Cancer PathogenesisCancer CellIn adult humans some 3 to 4 million cells complete the normal life-sustaining process of cell division every second,largely without mistake,and guided by the genetic code.The central question in cell biology has been this:How are the process and rate of cell reproduction maintained so precisely in normal cells?The question in cancer research,based on the increased knowledge of normal cell physiology,follows:How and why this normal,precise regulation of celll reproduction and function lost in cancer cells,and why do cancer cells then remain mutant and malformed,functionally immature,imperfect,and incapable of normal cell life?癌症的发病机制癌细胞在成人体内，每秒有3到4万的细胞去完成正常的维持生命的细胞分裂过程，基本上没什么差错，并且由遗传密码指导。

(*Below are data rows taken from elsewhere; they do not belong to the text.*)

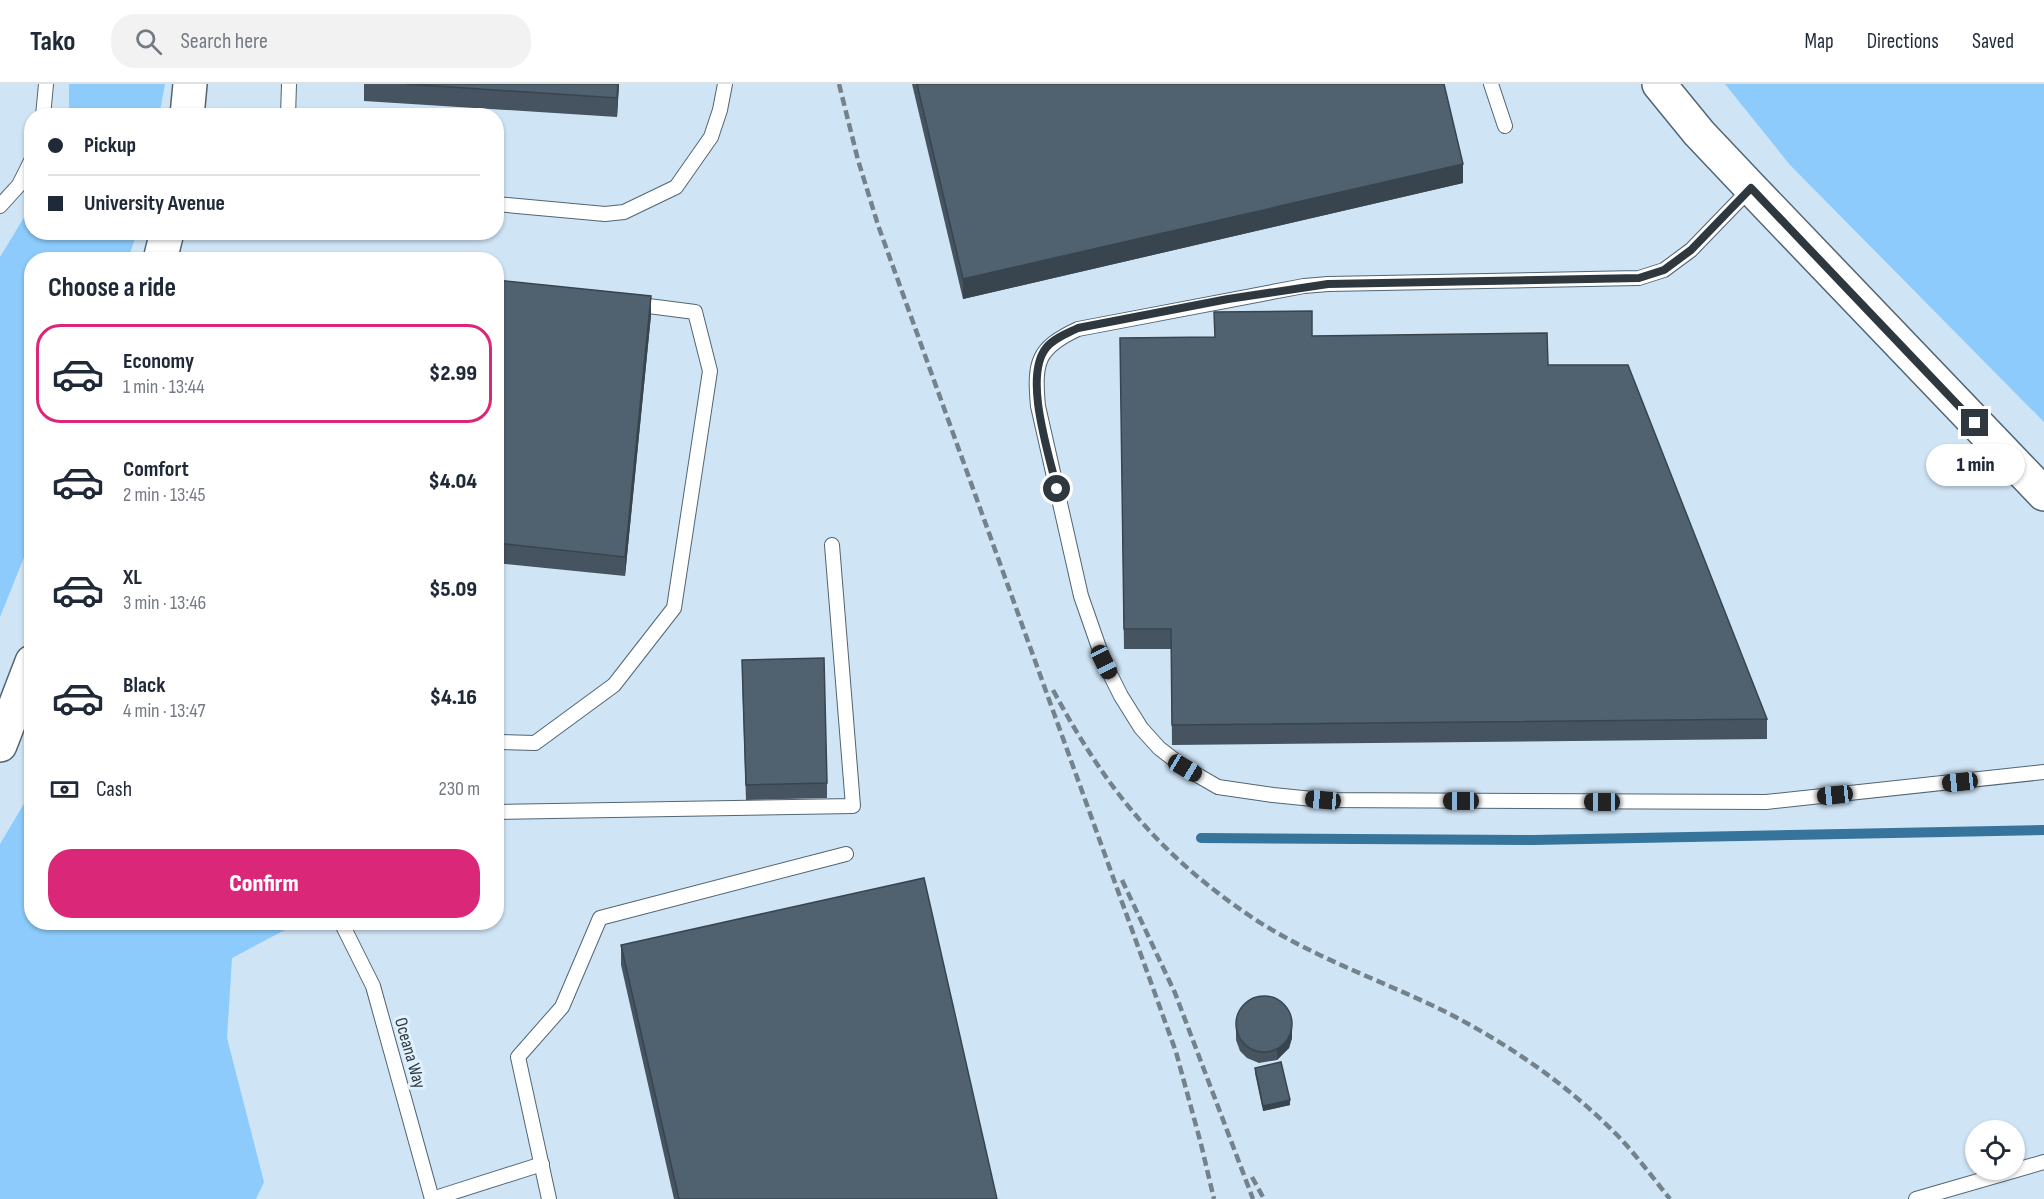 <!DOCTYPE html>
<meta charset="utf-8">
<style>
:root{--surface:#fff;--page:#f2f2f3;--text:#1f2937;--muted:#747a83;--line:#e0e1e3;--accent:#db2777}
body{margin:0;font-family:"Sofia Sans Condensed",sans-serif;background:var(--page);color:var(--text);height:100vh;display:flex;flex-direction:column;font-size:22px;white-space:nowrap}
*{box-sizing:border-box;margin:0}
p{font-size:20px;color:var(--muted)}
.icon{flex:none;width:33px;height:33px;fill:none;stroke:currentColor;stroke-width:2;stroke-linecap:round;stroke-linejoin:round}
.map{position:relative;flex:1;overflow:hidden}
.panel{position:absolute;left:24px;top:168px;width:480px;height:678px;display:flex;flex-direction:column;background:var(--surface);border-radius:24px;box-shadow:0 2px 4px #0004}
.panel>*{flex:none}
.guide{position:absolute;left:24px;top:24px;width:480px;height:132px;border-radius:24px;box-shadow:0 2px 4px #0004;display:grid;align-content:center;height:132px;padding:0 24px;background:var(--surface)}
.controls{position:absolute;left:1965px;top:1036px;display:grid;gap:12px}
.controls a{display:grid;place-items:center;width:60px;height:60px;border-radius:50%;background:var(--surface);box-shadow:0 2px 4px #0004;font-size:30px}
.end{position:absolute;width:27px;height:27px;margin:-14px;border:8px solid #2f383e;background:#fff;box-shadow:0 0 0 3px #fff}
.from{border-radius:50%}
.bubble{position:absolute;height:42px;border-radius:21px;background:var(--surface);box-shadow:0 2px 4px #0004;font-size:20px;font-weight:800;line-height:42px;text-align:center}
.car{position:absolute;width:18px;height:36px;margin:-18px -9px;border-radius:8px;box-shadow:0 0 4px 2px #0007;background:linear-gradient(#222 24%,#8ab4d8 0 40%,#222 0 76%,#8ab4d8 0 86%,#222 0)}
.guide b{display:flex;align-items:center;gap:21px;height:57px;font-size:22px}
.guide b+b{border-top:2px solid var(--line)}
.guide i{width:15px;height:15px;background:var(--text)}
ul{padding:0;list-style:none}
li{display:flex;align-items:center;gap:18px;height:99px;margin:0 12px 9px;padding:0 12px;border:3px solid transparent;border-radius:24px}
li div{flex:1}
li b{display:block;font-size:22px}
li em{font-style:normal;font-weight:800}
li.current{border-color:var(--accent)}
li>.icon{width:54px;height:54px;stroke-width:1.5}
h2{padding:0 24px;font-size:27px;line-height:72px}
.pay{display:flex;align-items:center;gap:15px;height:66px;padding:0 24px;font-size:22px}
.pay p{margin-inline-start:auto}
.cta{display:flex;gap:12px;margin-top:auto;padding:12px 24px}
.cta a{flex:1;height:69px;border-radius:24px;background:var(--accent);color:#fff;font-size:24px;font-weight:800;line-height:69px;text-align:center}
header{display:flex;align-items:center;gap:36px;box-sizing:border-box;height:84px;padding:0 30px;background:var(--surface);border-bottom:2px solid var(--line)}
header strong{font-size:28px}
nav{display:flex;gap:33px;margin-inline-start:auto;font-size:21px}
.search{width:420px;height:54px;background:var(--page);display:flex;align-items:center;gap:15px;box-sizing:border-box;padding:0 21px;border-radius:24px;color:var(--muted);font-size:22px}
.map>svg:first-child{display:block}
</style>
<header>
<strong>Tako</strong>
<div class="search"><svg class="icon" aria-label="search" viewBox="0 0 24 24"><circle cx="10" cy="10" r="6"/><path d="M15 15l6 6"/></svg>Search here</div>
<nav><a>Map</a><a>Directions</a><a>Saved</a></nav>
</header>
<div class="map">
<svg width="2044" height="1115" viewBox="0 0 2044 1115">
<rect width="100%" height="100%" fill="#cfe4f5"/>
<g fill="#8ccbfb">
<path d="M69,0h96l-6,32 -90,-1z"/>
<path d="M1725,0h319v338l-254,-257z"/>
<path d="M31,122l1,26 105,1 -9,26 -96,1 -1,280 -31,77v-360z"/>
<path d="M31,708l1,130 266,1 -66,35 -5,80 37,144 -8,17h-256v-355z"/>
</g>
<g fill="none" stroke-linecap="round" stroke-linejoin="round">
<path stroke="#37749c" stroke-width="10" d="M1201,754l332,2 511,-10"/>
<defs>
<g id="lane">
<path d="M1491,0l14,42"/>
<path d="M43,32l3,-32"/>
<path d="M288,32l1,-32"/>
<path d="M1751,104l-60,62 -27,20 -25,8 -311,6 -24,2 -226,43c-41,19 -44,33 -40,77l43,190 23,66 17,34 20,32 18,20 26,20 33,19 55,8 50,5 443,2 278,-30"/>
<path d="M496,120l109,10 19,-2 52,-25 35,-50 9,-27 5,-26"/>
<path d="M0,122l19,-21 13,-26"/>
<path d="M496,658l39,1 79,-58 60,-77 36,-237 -15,-59 -62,-8"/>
<path d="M496,728l357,-6 -21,-261"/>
<path d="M341,838l32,64 59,213"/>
<path d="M432,1115l110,-35"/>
<path d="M549,1115l-31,-142 44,-50 38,-89 246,-64"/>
<path d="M1916,1115l128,-37"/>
</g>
<g id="secondary">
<path d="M1659,0l40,49 52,55 293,306"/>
<path d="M187,32l3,-32"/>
<path d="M160,176l7,-28"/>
<path d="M0,661l32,-83"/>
</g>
</defs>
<use href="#lane" stroke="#526573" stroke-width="16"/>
<use href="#secondary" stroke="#526573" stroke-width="36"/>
<use href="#lane" stroke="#fff" stroke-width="14"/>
<use href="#secondary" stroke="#fff" stroke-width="33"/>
<g stroke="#74828c" stroke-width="4.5" stroke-dasharray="9 4.5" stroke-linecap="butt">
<path d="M839,0l19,76 20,65 298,827 25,92 13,55"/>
<path d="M1053,606c52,97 105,164 197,226 61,41 131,64 196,96 64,33 122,73 172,124 19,20 35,42 52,63"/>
<path d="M1122,796l53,113 78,206"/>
<path d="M1252,1093l12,22"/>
</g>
</g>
<g fill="#455460">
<path d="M364,0h255l-2,33 -253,-16z"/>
<path d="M912,0h532l19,99 -500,116z"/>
<path d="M496,196l155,35 -26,261 -129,-13z"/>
<path d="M1312,252l236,29 219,354v20l-595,6 -1,-96h-47l-4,-311z"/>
<path d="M742,592l85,107v15l-81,2z"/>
<path d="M621,861l376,254h-323l-53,-234z"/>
<path d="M1236,945l56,9 -3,10 -12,12 -18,3 -12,-5 -7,-7 -4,-11z"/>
<path d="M1255,984l35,37 -27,6 -8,-38z"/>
</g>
<g fill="#38454e">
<path d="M618,0h1l-2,33v-19z"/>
<path d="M1463,80v19l-500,116v-20z"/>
<path d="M651,212v19l-26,261v-19z"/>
<path d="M1292,943v11l-3,10 -12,12v-11z"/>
<path d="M1290,1016v5l-27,6v-5z"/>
</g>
<g fill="#506270" stroke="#38454e" stroke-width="1.5">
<path d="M406,0h212l-1,14z"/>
<path d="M917,0h527l19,80 -500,115z"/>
<path d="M496,196l155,16 -26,261 -129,-14z"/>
<path d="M1312,227v25l235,-3 1,32h80l139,354 -595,6 -1,-96h-47l-4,-291 95,-1 -1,-25z"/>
<path d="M824,574l3,125 -81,2 -4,-125z"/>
<path d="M924,794l73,321h-318l-58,-254z"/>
<circle cx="1264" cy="940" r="28"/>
<path d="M1281,978l9,38 -27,6 -8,-38z"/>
</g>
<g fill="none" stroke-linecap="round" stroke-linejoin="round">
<path stroke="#2f383e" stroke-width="8" d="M1057,405c-8,-35 -34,-112 -11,-141 8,-10 22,-15 32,-20l150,-29 100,-15 311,-6 25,-8 27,-20 60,-62 224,235"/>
</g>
<g text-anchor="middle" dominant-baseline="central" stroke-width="6" stroke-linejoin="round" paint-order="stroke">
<g font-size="18" fill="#2f383e" stroke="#e0f1fe">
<text transform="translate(410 969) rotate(74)">Oceana Way</text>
</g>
</g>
</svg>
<div class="controls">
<a><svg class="icon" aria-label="locate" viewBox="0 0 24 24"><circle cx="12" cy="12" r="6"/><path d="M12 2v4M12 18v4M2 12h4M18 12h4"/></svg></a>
</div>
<i class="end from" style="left:1057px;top:405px"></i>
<i class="end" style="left:1975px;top:339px"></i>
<div class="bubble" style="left:1926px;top:360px;width:99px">1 min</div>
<i class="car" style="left:1104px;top:578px;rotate:154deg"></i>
<i class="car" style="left:1185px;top:684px;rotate:121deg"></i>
<i class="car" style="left:1960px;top:698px;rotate:264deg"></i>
<i class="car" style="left:1835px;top:711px;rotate:264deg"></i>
<i class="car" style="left:1323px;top:716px;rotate:275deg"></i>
<i class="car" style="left:1461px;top:717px;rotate:270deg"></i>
<i class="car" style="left:1602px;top:718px;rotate:270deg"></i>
<div class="guide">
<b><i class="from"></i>Pickup</b>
<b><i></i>University Avenue</b>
</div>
<section class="panel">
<h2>Choose a ride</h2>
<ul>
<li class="current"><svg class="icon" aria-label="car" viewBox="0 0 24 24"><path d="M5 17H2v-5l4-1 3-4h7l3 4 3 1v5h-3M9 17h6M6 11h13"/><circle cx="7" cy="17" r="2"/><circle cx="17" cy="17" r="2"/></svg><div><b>Economy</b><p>1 min · 13:44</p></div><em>$2.99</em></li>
<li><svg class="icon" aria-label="car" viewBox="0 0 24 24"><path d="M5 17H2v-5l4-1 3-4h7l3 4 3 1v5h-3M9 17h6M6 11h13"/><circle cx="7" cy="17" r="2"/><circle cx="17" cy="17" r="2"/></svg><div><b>Comfort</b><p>2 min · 13:45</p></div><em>$4.04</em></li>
<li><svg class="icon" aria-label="car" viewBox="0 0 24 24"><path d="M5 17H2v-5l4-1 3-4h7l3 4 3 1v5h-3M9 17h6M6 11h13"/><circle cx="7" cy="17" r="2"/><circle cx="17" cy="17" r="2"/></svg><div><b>XL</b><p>3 min · 13:46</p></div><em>$5.09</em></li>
<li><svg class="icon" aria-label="car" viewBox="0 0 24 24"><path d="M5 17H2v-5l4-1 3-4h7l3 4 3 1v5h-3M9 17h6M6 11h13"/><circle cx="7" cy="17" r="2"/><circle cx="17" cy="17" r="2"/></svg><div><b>Black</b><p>4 min · 13:47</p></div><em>$4.16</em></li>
</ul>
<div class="pay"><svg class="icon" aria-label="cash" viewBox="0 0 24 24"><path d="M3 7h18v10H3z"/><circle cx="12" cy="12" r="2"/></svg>Cash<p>230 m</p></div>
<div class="cta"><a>Confirm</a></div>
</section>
</div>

细胞生物学的中心问题是：在正常细胞内细胞的增殖过程和速率为何能维持得如此精准无比？基于逐渐增多的有关正常细胞生理学知识，这个问题在癌症研究上延续为：如何以及为什么这个正常、精确的细胞增殖和功能规律对癌细胞不适用？为什么癌细胞随后保持变异和畸形，功能上不成熟、不完善，无正常细胞的生命能力？Principles of Cancer PathogenesisCells arise only from preexisting cells by division and carry the genetic pattern of the preexisting cells.As this knowledge is applied to disease and to problems in cancer paphogenesis,several key principles emerge.癌症发病原理细胞只能通过细胞分裂从先前存在的细胞中产生并携带先前细胞的遗传模式。